Start of EXERCISE INPUTS
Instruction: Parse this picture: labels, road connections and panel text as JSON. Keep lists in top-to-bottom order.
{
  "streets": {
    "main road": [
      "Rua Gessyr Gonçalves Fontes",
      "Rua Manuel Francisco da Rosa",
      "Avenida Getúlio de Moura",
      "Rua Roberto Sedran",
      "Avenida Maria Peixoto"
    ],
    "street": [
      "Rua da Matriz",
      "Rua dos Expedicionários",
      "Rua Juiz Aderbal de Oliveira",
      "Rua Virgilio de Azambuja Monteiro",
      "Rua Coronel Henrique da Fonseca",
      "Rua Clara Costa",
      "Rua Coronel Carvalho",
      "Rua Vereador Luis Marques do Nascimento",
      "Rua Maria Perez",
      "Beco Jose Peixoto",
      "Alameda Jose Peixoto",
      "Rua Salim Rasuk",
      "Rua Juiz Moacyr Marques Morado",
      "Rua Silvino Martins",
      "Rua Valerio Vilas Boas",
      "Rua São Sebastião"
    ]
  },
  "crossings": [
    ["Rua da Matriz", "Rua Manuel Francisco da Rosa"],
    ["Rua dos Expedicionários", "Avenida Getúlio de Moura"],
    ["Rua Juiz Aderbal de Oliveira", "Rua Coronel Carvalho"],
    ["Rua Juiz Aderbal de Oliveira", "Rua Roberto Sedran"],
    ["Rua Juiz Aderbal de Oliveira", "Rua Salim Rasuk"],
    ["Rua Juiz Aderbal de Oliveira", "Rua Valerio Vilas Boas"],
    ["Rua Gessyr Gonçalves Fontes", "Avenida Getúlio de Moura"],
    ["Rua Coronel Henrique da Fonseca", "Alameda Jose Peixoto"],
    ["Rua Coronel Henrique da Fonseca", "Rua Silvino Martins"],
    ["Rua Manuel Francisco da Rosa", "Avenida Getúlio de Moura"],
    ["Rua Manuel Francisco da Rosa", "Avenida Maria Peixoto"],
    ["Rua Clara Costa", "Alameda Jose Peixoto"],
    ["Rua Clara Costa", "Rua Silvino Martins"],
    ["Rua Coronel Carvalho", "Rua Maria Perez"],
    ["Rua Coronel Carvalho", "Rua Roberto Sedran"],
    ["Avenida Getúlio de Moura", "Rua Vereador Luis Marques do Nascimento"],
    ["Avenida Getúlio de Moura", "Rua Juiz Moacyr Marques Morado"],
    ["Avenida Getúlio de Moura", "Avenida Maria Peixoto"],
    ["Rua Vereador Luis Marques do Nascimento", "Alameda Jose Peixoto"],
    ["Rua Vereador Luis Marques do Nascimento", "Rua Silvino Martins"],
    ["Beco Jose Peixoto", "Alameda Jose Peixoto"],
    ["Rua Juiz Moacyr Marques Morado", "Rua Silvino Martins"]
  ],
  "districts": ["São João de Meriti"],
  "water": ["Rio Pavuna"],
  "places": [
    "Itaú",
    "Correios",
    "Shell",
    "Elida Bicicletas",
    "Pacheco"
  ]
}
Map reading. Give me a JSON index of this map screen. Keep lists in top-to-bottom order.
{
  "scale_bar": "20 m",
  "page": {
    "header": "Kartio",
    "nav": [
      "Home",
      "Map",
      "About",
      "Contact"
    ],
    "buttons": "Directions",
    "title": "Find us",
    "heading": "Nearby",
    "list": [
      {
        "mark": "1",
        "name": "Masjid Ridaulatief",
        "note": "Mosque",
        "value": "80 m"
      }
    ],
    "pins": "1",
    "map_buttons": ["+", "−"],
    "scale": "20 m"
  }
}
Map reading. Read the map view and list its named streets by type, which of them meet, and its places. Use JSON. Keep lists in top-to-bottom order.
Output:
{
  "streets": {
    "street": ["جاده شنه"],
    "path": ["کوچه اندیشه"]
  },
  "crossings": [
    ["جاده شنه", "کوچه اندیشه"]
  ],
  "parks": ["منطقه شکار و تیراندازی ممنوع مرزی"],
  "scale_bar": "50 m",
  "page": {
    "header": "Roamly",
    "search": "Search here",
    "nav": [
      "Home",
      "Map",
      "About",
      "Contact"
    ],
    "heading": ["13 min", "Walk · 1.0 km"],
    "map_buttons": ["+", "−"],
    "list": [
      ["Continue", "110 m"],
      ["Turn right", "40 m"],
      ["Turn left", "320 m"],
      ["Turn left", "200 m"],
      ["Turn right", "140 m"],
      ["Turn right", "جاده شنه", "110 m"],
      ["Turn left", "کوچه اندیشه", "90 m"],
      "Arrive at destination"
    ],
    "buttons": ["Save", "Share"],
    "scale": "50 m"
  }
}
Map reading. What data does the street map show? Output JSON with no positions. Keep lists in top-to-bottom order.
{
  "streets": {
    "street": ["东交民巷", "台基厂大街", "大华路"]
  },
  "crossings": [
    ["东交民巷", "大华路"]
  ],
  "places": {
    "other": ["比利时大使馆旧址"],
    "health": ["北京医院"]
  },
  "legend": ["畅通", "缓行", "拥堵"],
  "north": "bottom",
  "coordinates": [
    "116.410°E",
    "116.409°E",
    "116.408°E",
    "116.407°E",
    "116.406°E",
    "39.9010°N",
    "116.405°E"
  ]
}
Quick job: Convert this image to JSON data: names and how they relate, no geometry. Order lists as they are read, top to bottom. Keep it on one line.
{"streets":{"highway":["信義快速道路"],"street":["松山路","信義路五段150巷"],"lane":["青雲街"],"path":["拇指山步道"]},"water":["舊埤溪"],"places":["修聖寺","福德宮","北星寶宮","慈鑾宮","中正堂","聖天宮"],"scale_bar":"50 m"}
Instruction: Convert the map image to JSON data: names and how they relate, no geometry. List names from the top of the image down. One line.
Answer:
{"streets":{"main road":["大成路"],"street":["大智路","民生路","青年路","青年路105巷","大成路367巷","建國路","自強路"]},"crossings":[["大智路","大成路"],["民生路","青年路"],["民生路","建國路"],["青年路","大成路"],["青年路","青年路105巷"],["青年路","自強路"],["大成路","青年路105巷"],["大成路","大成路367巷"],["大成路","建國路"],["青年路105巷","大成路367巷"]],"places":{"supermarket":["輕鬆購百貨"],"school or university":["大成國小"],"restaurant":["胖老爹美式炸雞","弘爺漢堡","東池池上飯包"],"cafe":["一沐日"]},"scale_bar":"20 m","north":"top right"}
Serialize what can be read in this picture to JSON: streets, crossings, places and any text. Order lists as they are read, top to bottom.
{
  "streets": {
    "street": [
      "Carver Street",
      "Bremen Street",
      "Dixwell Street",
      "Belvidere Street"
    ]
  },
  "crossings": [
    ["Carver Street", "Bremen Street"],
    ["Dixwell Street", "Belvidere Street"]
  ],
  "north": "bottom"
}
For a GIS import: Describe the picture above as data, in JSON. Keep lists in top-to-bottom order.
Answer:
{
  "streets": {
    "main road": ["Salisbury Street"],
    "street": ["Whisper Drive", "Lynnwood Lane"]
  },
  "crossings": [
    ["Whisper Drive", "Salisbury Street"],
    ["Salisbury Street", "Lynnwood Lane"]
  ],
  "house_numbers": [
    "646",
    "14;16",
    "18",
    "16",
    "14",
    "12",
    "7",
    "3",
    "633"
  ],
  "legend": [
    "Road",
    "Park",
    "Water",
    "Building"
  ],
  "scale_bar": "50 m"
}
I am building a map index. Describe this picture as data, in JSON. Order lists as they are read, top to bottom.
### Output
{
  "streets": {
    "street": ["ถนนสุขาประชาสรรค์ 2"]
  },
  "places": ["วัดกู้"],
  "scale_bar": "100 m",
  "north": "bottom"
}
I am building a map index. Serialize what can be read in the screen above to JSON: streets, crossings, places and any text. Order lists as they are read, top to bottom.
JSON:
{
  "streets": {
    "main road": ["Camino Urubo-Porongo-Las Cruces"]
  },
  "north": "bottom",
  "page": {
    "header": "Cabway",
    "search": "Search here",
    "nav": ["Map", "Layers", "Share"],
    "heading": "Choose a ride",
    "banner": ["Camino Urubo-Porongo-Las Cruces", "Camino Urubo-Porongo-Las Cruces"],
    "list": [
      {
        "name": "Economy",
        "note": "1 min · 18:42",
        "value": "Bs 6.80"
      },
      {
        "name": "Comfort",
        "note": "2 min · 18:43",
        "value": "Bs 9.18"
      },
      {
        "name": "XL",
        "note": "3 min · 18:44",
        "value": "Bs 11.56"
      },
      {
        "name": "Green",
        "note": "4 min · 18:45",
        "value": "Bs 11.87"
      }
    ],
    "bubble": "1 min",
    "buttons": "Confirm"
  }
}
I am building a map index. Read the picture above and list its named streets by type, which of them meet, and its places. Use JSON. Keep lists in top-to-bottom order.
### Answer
End of EXERCISE INPUTS
(PROBLEM DETAILS) Scan the data above, find each line with "named", and copy it.

(RESPONSE TO THE EXERCISE)
Map reading. Read the map view and list its named streets by type, which of them meet, and its places. Use JSON. Keep lists in top-to-bottom order.
I am building a map index. Read the picture above and list its named streets by type, which of them meet, and its places. Use JSON. Keep lists in top-to-bottom order.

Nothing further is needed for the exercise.